Esa memoria del entonces joven es hoy rehén de tubos y máquinas. Nuestro amigo está en un lugar del que muy pocos vuelven, aunque todos deseamos y esperamos su regreso. Las más de las veces –triste es reconocerlo– nos quedamos esperando. El joven de quien les hablo se llama Gregorio Lima. Hoy tiene 81 años. Es uno de los mejores Abogados criminalistas de la historia de Puerto Rico. Como presagiaba su discurso, dedicó su vida a defender causas y personas justas, la mayor parte de las veces sin cobrar un centavo. Hoy se encuentra impedido de corroborar lo que aquí les cuento, por razones de salud. Su legendaria elocuencia argumentativa se difumina en un letargo del que dice la ciencia médica es improbable despierte. Es la misma ciencia que le permite a alguien, aun inconsciente, aferrarse al hálito de vida que le queda –si es que así puede llamarse– aunque nos duela de manera inenarrable a sus amigos y familiares que a donde quiera que vaya, el tránsito se ralentice mediante tubos y sustancias durante días sin tiempo.

Querría decirle a Goyo –si pudiese escucharme– a nombre de todos, lo siguiente:
“Querido amigo: Tu país –el mío, el nuestro– está en deuda contigo. Un mañana mejor será posible porque de joven intuiste que la cuesta del colegio San José era una metáfora de la injusticia. Viviste tu vida combatiéndola. Me duele casi como ajeno lo que no me corresponde ni quisiera tener la responsabilidad de decidir, con el corazón en la mano, imaginando el abrazo que no puedo darte.”

Tal vez no me escuche o tal vez sí.

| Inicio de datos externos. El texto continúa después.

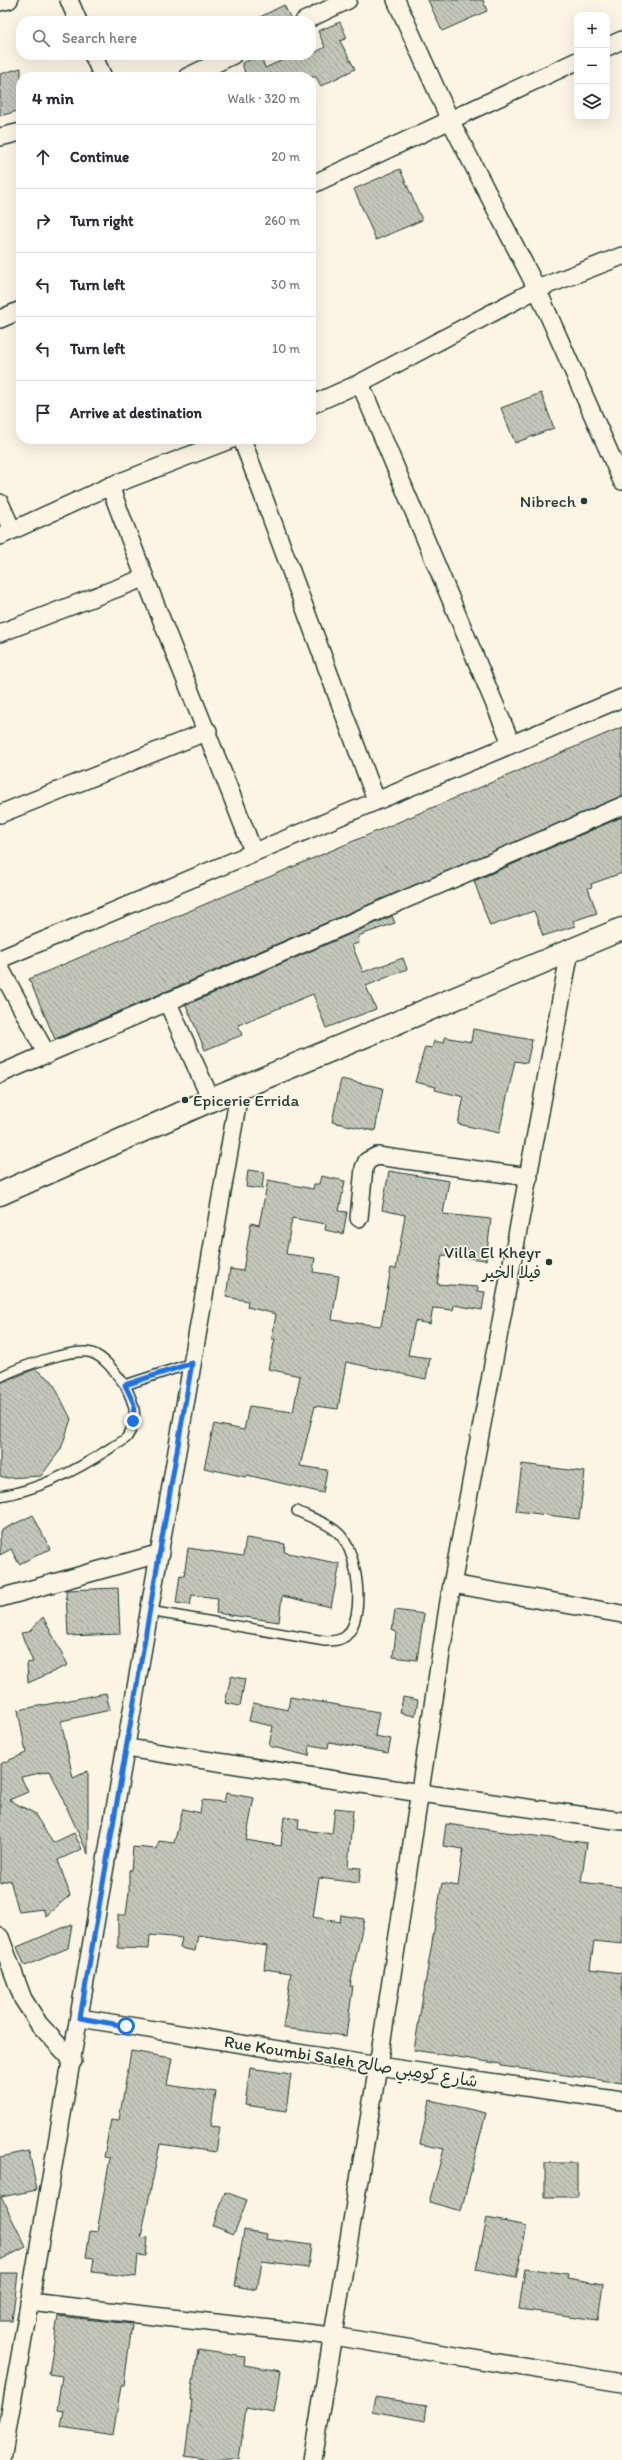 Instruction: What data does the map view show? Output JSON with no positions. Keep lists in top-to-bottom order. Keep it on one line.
{"streets":{"street":["Rue Koumbi Saleh شارع كومبي صالح"]},"places":["Nibrech","Epicerie Errida","Villa El Kheyr فيلا الخير"],"page":{"map_buttons":["+","−"],"search":"Search here","heading":["4 min","Walk · 320 m"],"list":[["Continue","20 m"],["Turn right","260 m"],["Turn left","30 m"],["Turn left","10 m"],"Arrive at destination"]}}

Nadie sabe. Por eso lo escribo; para que no olvidemos nunca la lección de la cuesta del Colegio San José y a su valedictorian más ilustre de todos los tiempos; el que nunca dejó de luchar contra la desigualdad, el discrimen y la injusticia.

Hace unas pocas semanas me dijo que nuestros días estaban contados. Qué lástima que no pude a tiempo donarle algunos de los míos, de los que me queden, en memoria de su discurso joven, lúcido, arrojado, en el año 1954, hoy –creo– más vigente que nunca.